== Task requirements ==
Give back only one number: how many lines in the data below contain the word "reading".

Stored data
____________
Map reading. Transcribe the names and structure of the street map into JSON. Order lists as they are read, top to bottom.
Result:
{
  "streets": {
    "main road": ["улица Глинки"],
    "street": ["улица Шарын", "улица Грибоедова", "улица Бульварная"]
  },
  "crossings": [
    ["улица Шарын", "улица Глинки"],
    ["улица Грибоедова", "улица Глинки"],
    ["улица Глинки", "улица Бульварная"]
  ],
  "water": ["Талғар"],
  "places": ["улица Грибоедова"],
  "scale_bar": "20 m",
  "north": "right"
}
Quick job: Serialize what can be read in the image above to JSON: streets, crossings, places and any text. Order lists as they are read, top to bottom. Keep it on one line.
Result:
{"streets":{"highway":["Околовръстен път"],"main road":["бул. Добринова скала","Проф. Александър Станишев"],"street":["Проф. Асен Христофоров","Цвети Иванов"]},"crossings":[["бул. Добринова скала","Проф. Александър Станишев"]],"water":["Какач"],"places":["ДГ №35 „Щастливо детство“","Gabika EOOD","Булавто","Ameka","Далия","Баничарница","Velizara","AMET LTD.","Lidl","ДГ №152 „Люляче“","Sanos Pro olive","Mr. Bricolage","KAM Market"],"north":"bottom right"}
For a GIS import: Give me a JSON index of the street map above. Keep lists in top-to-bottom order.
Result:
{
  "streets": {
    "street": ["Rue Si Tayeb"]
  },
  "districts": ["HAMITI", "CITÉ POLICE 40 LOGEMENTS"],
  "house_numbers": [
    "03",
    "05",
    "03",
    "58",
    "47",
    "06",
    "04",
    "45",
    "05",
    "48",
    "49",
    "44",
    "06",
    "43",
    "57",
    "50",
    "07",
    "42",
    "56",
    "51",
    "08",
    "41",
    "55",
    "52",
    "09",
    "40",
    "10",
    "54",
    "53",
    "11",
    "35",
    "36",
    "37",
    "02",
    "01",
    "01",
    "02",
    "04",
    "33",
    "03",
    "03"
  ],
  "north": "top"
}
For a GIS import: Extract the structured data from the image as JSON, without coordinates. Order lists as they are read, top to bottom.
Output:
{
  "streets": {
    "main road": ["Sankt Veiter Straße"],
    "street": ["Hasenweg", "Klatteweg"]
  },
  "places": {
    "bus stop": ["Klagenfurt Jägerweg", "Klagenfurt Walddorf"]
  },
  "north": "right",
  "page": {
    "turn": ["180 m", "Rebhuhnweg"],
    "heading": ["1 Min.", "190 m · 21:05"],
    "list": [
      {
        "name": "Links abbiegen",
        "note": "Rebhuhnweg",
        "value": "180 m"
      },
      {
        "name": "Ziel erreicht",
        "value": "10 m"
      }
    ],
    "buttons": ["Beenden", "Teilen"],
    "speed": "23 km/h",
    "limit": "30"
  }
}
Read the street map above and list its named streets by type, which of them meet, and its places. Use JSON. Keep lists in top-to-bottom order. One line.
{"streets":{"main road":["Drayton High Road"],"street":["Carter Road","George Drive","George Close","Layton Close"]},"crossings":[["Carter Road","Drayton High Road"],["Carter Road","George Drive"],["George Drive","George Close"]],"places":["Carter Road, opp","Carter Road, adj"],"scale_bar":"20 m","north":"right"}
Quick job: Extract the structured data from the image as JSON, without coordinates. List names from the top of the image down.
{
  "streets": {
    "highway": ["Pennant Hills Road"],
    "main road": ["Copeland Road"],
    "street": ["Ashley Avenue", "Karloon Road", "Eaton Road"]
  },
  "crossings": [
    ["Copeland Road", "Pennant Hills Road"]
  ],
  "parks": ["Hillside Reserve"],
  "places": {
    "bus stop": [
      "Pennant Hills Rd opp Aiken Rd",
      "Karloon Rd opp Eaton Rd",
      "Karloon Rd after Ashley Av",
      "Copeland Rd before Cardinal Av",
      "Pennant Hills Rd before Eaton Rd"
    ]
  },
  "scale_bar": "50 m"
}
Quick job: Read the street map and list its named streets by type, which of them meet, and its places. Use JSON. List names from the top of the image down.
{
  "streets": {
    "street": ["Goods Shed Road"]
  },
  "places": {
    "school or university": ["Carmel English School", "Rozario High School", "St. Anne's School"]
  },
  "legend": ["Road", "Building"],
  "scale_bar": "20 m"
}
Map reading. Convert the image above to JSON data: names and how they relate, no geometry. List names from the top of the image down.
____________
== Solution to this task ==
2